Task input Start Marker

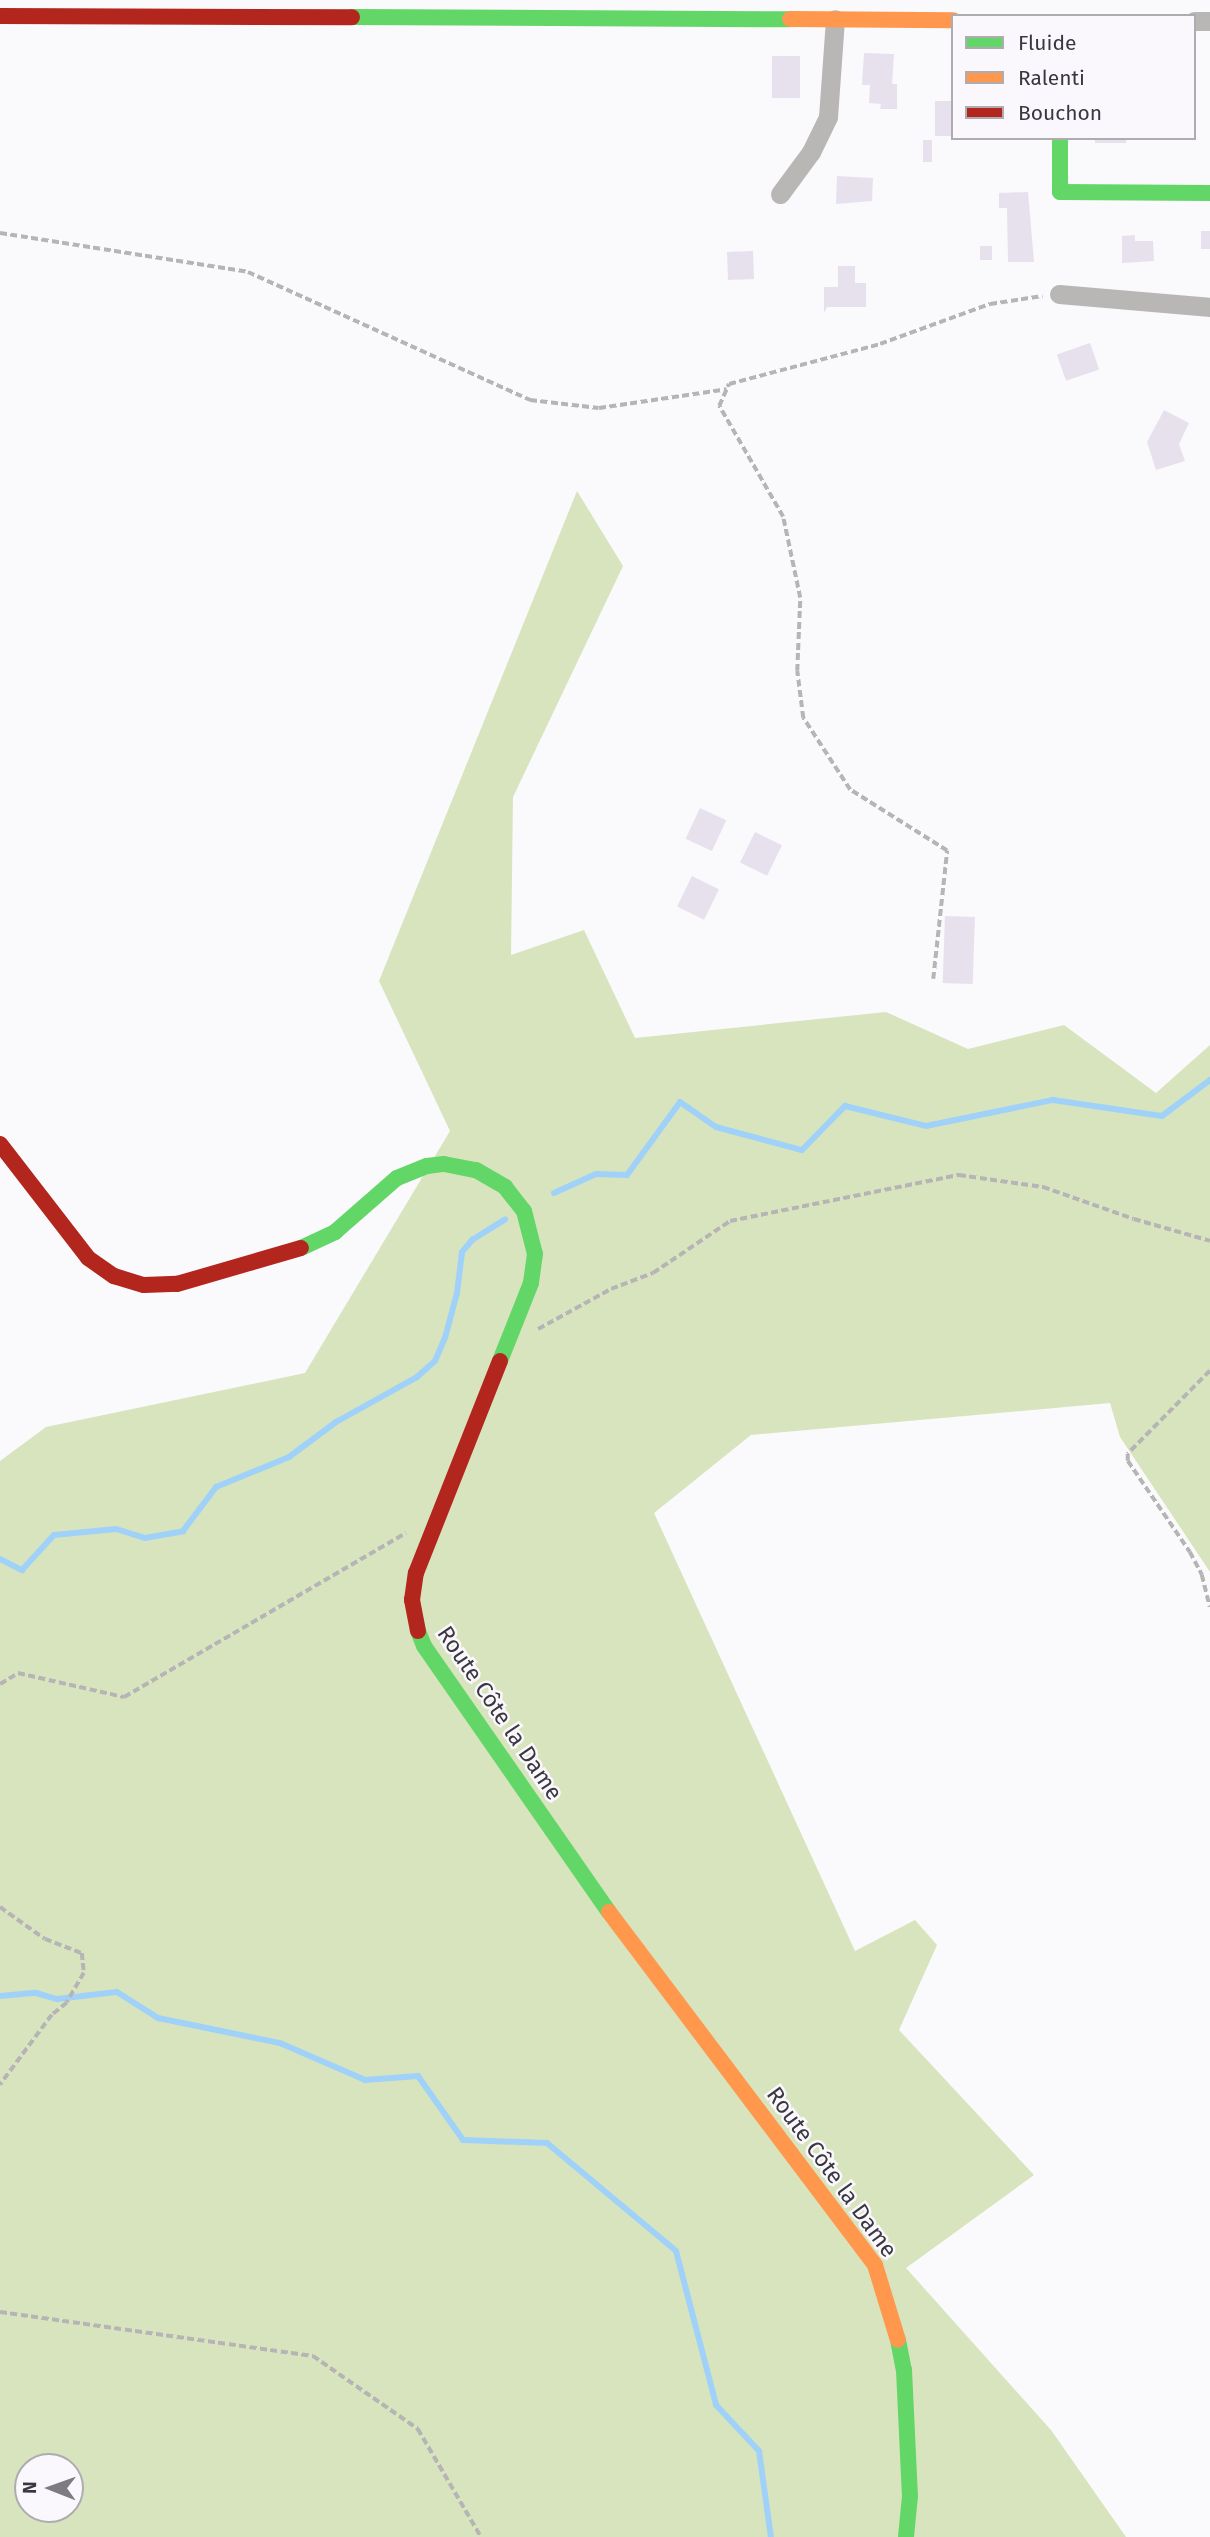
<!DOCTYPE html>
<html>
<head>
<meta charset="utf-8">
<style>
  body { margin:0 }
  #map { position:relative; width:1210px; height:2537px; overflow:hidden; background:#faf9fc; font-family:"Fira Sans",sans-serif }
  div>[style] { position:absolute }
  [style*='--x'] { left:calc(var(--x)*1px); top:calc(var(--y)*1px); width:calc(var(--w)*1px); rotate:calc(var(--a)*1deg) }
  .green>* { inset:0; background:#d8e4be }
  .stream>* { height:6px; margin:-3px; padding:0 3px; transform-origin:3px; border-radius:3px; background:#a0d2f9 }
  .building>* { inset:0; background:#e7e1ee; transform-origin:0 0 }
  .path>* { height:3.5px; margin-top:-1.75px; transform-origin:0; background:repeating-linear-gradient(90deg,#b6b4b5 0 7px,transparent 0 10.5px) }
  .street>* { height:19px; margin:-9.5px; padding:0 9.5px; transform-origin:9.5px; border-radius:9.5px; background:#b9b7b6 }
  .fast>* { height:16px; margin:-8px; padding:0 8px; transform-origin:8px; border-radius:8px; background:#63d668 }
  .slow>* { height:16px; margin:-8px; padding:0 8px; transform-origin:8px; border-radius:8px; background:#ff974d }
  .jam>* { height:16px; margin:-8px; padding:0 8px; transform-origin:8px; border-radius:8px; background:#b3261e }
  span { translate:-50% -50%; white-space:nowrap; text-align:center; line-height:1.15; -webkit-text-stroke:5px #faf8fd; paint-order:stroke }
  .street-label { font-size:23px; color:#3b3740 }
  .legend { position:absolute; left:951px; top:14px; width:245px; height:126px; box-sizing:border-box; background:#faf8fd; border:2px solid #aeabb1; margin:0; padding:9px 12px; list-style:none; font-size:21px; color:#3b3740 }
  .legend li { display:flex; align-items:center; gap:14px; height:35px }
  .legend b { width:35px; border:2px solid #aeabb1 }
  .north { position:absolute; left:14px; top:2453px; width:70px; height:70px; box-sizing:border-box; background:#faf8fd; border:2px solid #aeabb1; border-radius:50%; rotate:271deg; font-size:19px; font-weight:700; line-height:28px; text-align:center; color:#3b3740 }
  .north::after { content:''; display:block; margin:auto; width:24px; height:32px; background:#7e7b82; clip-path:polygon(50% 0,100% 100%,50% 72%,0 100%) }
</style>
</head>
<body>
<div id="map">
  <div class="green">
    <div style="clip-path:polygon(evenodd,577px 491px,623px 566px,513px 797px,511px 955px,584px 930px,635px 1038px,886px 1012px,968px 1049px,1064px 1025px,1156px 1093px,1210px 1045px,1210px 1572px,1120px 1437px,1110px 1403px,751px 1435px,654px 1513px,855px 1951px,915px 1920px,937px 1945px,899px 2030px,1034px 2175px,906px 2268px,1051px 2430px,1126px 2537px,0 2537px,0 1461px,46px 1427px,305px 1373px,450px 1131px,379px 981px,577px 491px,28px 2467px,70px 2467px,70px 2509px,28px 2509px,28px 2467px)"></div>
  </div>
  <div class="stream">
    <div style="--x:554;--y:1193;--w:46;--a:-24.3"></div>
    <div style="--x:596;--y:1174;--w:31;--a:2"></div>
    <div style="--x:627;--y:1175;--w:90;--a:-54"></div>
    <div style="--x:680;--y:1102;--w:44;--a:34.8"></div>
    <div style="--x:716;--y:1127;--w:89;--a:15"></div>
    <div style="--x:802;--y:1150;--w:62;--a:-45.7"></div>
    <div style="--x:845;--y:1106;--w:83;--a:13.9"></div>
    <div style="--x:926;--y:1126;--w:130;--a:-11.6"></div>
    <div style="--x:1053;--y:1100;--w:110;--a:8.4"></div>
    <div style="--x:1162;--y:1116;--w:60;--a:-36.9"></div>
    <div style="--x:0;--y:1559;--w:25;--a:27"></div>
    <div style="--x:22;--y:1570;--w:47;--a:-47.6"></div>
    <div style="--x:54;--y:1535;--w:62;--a:-5.5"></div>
    <div style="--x:116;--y:1529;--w:30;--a:17"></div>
    <div style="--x:145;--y:1538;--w:39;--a:-10"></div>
    <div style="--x:183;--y:1531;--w:55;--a:-53.1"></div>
    <div style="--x:216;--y:1487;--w:79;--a:-22.3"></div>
    <div style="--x:289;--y:1457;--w:59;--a:-36.7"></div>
    <div style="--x:336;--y:1422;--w:93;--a:-29.1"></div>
    <div style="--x:417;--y:1377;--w:24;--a:-42"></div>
    <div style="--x:435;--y:1361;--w:25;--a:-67"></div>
    <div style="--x:445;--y:1338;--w:47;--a:-75.1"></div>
    <div style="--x:457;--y:1293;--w:41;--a:-83"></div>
    <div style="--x:462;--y:1252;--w:16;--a:-50"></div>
    <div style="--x:472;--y:1240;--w:39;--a:-32"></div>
    <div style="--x:0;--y:1996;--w:36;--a:-5"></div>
    <div style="--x:36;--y:1993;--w:22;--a:16"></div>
    <div style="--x:57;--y:1999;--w:60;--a:-6.7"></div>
    <div style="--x:117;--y:1992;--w:49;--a:32.4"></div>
    <div style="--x:158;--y:2018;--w:125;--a:11.6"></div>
    <div style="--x:280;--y:2043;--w:93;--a:23.5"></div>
    <div style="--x:365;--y:2080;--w:53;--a:-4.3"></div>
    <div style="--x:418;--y:2076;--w:78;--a:54.9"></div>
    <div style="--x:463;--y:2140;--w:84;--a:2"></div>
    <div style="--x:547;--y:2143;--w:168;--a:39.9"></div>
    <div style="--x:676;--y:2251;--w:159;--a:75.4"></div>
    <div style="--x:716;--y:2405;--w:63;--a:46.9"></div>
    <div style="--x:759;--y:2451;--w:87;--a:82.1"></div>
  </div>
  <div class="building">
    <div style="clip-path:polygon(864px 53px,894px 54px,892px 84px,897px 84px,897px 109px,880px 109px,881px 104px,869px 103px,870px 85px,862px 85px)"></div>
    <div style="left:772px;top:56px;width:28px;height:42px"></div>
    <div style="left:935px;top:101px;width:18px;height:35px"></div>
    <div style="left:1095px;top:138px;width:31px;height:5px"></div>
    <div style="left:923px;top:140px;width:9px;height:22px"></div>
    <div style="clip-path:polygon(837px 176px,873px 178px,872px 201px,836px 204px)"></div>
    <div style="clip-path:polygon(1028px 192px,1034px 262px,1008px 262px,1007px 208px,999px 208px,999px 193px)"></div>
    <div style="left:1201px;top:231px;width:9px;height:18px"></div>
    <div style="clip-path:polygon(1135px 235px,1135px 241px,1153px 241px,1154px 261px,1122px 263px,1122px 236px)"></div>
    <div style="left:980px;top:246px;width:12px;height:14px"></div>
    <div style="left:753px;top:251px;width:28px;height:26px;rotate:88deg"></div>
    <div style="clip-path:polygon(838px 266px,855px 266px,855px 283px,866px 283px,866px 307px,827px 307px,824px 313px,824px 287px,838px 287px)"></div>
    <div style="left:1090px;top:343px;width:28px;height:35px;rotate:71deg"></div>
    <div style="clip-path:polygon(1164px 410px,1189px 423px,1179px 444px,1185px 461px,1156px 470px,1147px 442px)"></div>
    <div style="left:700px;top:808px;width:29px;height:34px;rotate:25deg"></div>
    <div style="left:755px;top:832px;width:30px;height:34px;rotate:26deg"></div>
    <div style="left:692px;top:876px;width:30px;height:34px;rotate:26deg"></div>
    <div style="left:945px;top:916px;width:30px;height:67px;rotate:2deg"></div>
  </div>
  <div class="path">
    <div style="--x:0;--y:233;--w:251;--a:8.9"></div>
    <div style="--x:248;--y:272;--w:310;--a:24.4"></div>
    <div style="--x:530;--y:400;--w:69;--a:6.6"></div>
    <div style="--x:599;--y:408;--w:129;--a:-8.4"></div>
    <div style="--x:933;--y:979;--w:129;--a:-83.8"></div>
    <div style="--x:947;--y:851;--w:115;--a:-147.8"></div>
    <div style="--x:850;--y:790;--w:86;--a:-123.1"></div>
    <div style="--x:803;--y:718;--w:47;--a:-97.3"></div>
    <div style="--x:797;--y:671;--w:73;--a:-87.6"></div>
    <div style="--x:800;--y:598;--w:83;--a:-101.9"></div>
    <div style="--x:783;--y:517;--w:128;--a:-120"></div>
    <div style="--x:719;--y:406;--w:24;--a:-66"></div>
    <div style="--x:729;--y:384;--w:156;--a:-14.8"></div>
    <div style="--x:880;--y:344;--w:117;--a:-20"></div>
    <div style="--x:990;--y:304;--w:53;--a:-8.7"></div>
    <div style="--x:538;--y:1329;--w:83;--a:-28.7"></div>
    <div style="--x:611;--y:1289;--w:45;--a:-20.9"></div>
    <div style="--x:653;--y:1273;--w:93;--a:-34"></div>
    <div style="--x:730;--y:1221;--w:234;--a:-11.4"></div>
    <div style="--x:959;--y:1175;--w:85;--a:8.1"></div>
    <div style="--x:1043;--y:1187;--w:96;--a:19.4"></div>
    <div style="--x:1134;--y:1219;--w:79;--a:16.1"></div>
    <div style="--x:1210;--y:1371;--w:117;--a:134.7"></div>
    <div style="--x:1128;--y:1454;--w:7;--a:90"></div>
    <div style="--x:1128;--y:1461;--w:110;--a:55.7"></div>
    <div style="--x:1190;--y:1552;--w:26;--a:62"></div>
    <div style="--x:1202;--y:1575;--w:33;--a:76"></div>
    <div style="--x:0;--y:1684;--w:21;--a:-31"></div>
    <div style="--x:18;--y:1673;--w:109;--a:12.8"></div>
    <div style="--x:124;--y:1697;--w:326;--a:-30.2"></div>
    <div style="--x:0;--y:1907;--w:55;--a:35.4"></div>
    <div style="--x:45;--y:1939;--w:40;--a:21"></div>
    <div style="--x:82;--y:1953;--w:20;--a:84"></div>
    <div style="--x:84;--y:1973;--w:34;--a:120"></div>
    <div style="--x:67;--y:2003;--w:19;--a:141"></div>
    <div style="--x:52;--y:2015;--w:87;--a:126.6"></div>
    <div style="--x:0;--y:2312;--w:316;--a:8"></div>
    <div style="--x:313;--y:2356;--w:128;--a:34.8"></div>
    <div style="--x:418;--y:2429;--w:125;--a:59.7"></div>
  </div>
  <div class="street">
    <div style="--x:1194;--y:21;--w:16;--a:0"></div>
    <div style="--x:780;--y:194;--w:52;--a:-53.6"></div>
    <div style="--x:811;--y:152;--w:39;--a:-64"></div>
    <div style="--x:828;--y:117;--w:98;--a:-85.9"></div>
    <div style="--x:1059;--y:294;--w:152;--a:4.9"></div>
  </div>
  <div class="fast">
    <div style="--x:352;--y:17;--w:438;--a:0.3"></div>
    <div style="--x:1060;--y:138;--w:54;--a:90"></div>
    <div style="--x:1060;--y:192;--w:150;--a:0.4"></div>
    <div style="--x:301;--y:1248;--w:38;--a:-25"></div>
    <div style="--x:335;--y:1232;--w:82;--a:-41.1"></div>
    <div style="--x:397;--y:1178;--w:32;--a:-22"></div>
    <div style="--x:427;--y:1166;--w:17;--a:-7"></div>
    <div style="--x:444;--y:1164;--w:33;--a:11"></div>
    <div style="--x:476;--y:1170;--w:34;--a:30"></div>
    <div style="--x:505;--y:1187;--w:31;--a:52"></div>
    <div style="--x:524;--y:1211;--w:44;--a:75.7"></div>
    <div style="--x:535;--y:1254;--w:29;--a:98"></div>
    <div style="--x:531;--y:1283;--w:84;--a:111.7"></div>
    <div style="--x:418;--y:1631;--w:16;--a:68"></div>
    <div style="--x:424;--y:1646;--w:324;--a:55.2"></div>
    <div style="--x:898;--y:2340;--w:31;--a:79"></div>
    <div style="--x:904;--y:2370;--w:126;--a:87.3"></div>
    <div style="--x:910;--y:2496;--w:41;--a:95.6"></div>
  </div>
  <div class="slow">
    <div style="--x:790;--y:19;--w:163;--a:0.4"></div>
    <div style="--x:609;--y:1912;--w:442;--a:53"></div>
    <div style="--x:875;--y:2265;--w:78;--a:73"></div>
  </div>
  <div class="jam">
    <div style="--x:0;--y:16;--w:352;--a:0.2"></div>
    <div style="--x:0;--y:1144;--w:144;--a:52.3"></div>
    <div style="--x:88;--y:1258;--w:32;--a:35"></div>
    <div style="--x:114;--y:1276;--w:31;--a:17"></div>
    <div style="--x:144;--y:1285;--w:33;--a:-2"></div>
    <div style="--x:177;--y:1284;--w:129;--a:-16.2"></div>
    <div style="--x:418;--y:1631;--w:32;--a:-101"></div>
    <div style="--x:412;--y:1600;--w:27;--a:-82"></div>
    <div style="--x:416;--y:1573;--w:228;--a:-68.4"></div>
  </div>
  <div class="street-label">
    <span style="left:500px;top:1713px;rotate:56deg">Route Côte la Dame</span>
    <span style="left:832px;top:2172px;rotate:54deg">Route Côte la Dame</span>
  </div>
  <ul class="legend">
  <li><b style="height:9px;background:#63d668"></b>Fluide</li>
  <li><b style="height:9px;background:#ff974d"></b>Ralenti</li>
  <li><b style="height:9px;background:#b3261e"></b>Bouchon</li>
  </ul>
  <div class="north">N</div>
</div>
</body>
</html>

Task input End Marker

__Problem details__: Begin with the line above that has "inset:0; background:#e7e1ee; transform-origin:0" and continue through the line that has "height:3.5px; margin-top:-1.75px; transform-origin:0;", setting each one down exactly. Stop there.

__Answer box__:
  .building>* { inset:0; background:#e7e1ee; transform-origin:0 0 }
  .path>* { height:3.5px; margin-top:-1.75px; transform-origin:0; background:repeating-linear-gradient(90deg,#b6b4b5 0 7px,transparent 0 10.5px) }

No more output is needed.